The United Kingdom’s data protection regulator, the Information Commissioners Office (ICO), has issued a fine of £250,000, to Sony Computer Entertainment Europe, for a “serious breach” of the UK’s data protection laws, following one of the most widely reported information security breaches of 2011.

Sony’s PlayStation network was hacked into and information on 70 million customers and users of their gaming platform and services where compromised in 2011. It was one of the largest and most widely reported information security breaches of 2011. Its repercussions have been significant and on going.

It is estimated that approximately 3 million UK citizens were using the PlayStation network and had their personal details compromised. The fine levied by the UK regulator works out at approximately £0.08 or 8 pence per customer.

Here are some of my thoughts:

Risk Management

Investment in information security should be based on a balanced assessment of risk to an organisations key metrics. These include cash flow and profitability.

Any risk assessment, regarding information security, should include an examination of statutory obligations such as data protection laws. The impact of not complying with these obligations, and being caught, should be reported in clear quantifiable terms and with supporting evidence where possible.

It is arguable that a fine of £250,000 for a serious breach of security involving 3 million records could be considered:

• A risk worth self-insuring against or taking.
• Lower than the cost of implementing appropriate and reasonable security controls and therefore a good reason not to invest until an incident occurs and the ICO investigates.

Calculating the Fine

It is worth pointing out that the ICO, roughly, calculates fines based on 3 factors 1) the seriousness of the breach 2) the size of the breach and 3) the turnover/profit of the organisation that is accountable for the breach of confidentiality.

Considering the ICO has made it clear that the Sony breach was “serious”, this suggests that either the number of records compromised or Sony’s turnover and profitability, or both, where the reason why a full fine of £500,000 wasn’t levied. I doubt it was the later.

Does this set a precedent? Security breaches regarding 3 million records limited to £250,000. If so what message does this give to businesses and organisations with smaller customer data bases with regards to compliance?

Regulator and Industry Best Practice Alignment

The need to take a risk based approach, to developing the business case for investing in reasonable and appropriate data security measures and practices, is a common mantra of both industry and government. Government policy, enforced through regulators like the ICO, should enforce this.

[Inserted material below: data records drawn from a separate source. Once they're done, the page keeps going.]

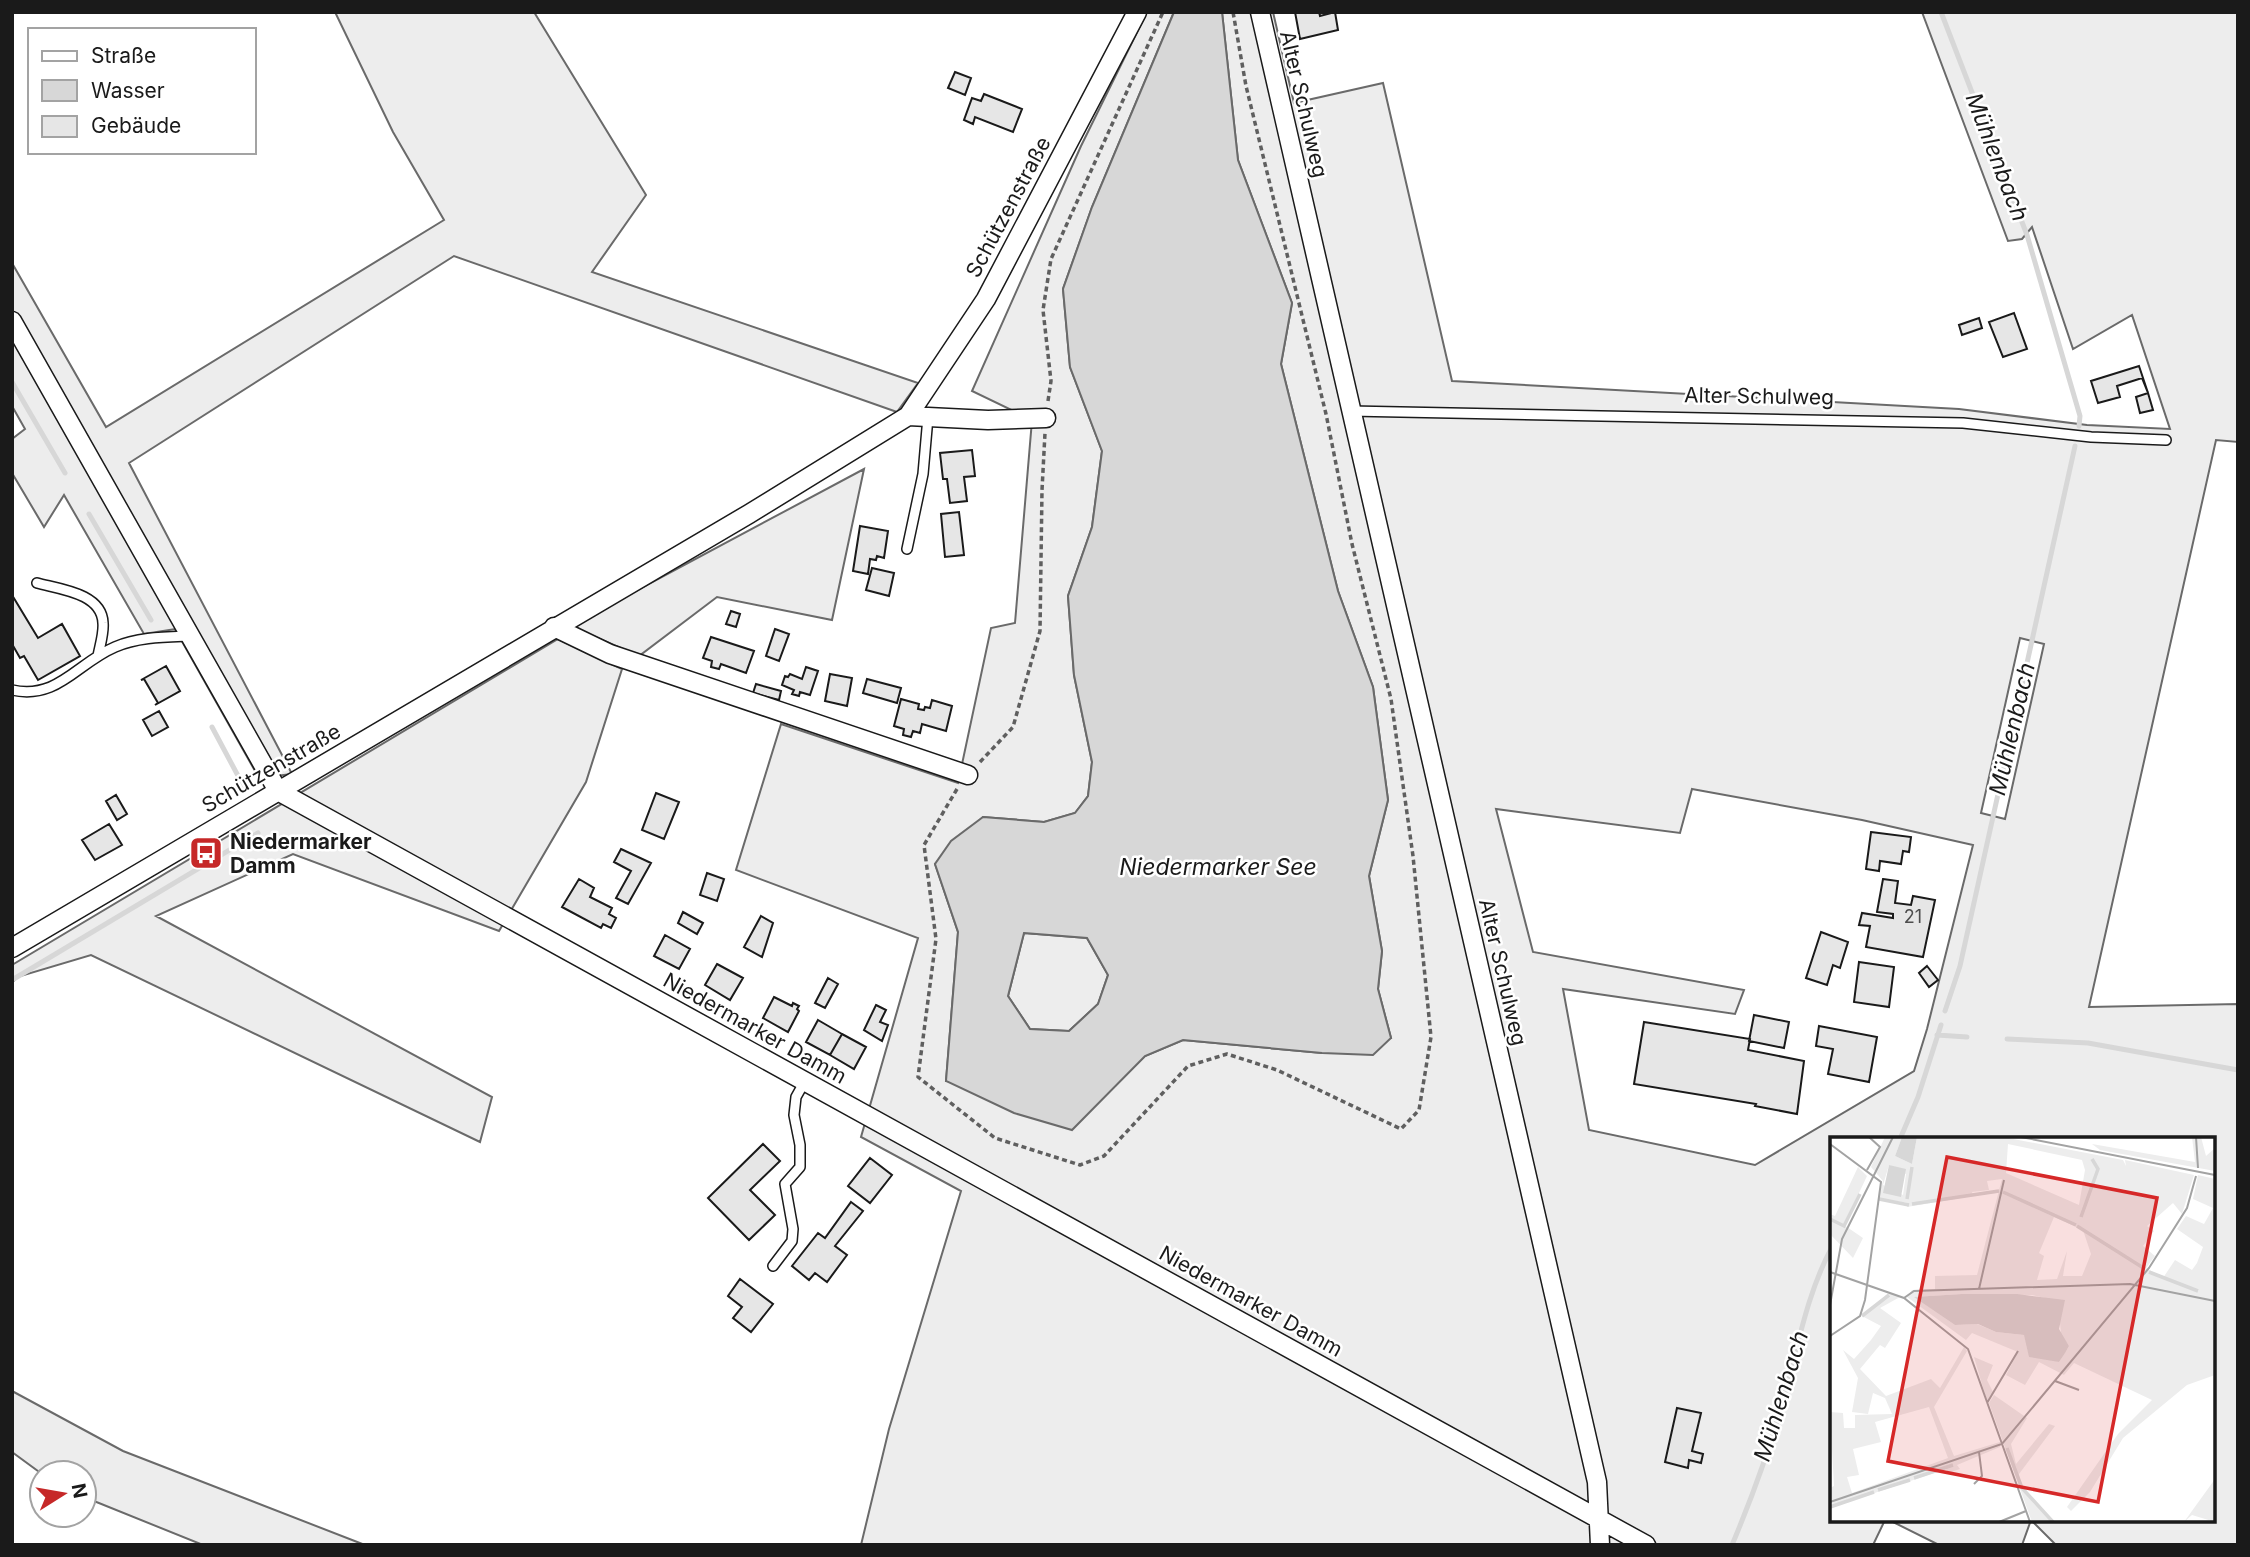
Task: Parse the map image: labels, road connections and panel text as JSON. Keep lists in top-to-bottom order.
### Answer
{
  "streets": {
    "street": ["Alter Schulweg", "Schützenstraße", "Niedermarker Damm"]
  },
  "crossings": [
    ["Alter Schulweg", "Niedermarker Damm"],
    ["Schützenstraße", "Niedermarker Damm"]
  ],
  "water": ["Mühlenbach", "Niedermarker See"],
  "places": {
    "bus stop": ["Niedermarker Damm"]
  },
  "house_numbers": ["21"],
  "legend": ["Straße", "Wasser", "Gebäude"],
  "north": "right"
}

A risk based decision, using the outcome of the ICO’s investigation into Sony and the subsequent fine issued, may present a case for accepting or self-insuring against a breach of information confidentiality, and not investing in security practices and measures, which is subject to UK data protection laws.

Is the regulator out of synch with government and industry policy and thinking? Or is the current legislation and methodologies used for calculating fines ineffective and out of touch with the reality on the ground?


The data protection laws are in place to protect individual citizens’ right to confidentiality, amongst other things. Is a fine of £0.08 for a serious breach of security, around a customer’s records, a sufficient penalty proportional to the potential impact on the individual now and in the future?

I am left wondering whether the methodology for calculating fines effectively delivers against the objective of having data protection laws in place. I am also left considering the impact on information security professionals when building the case for investment in organisational security measures and practices.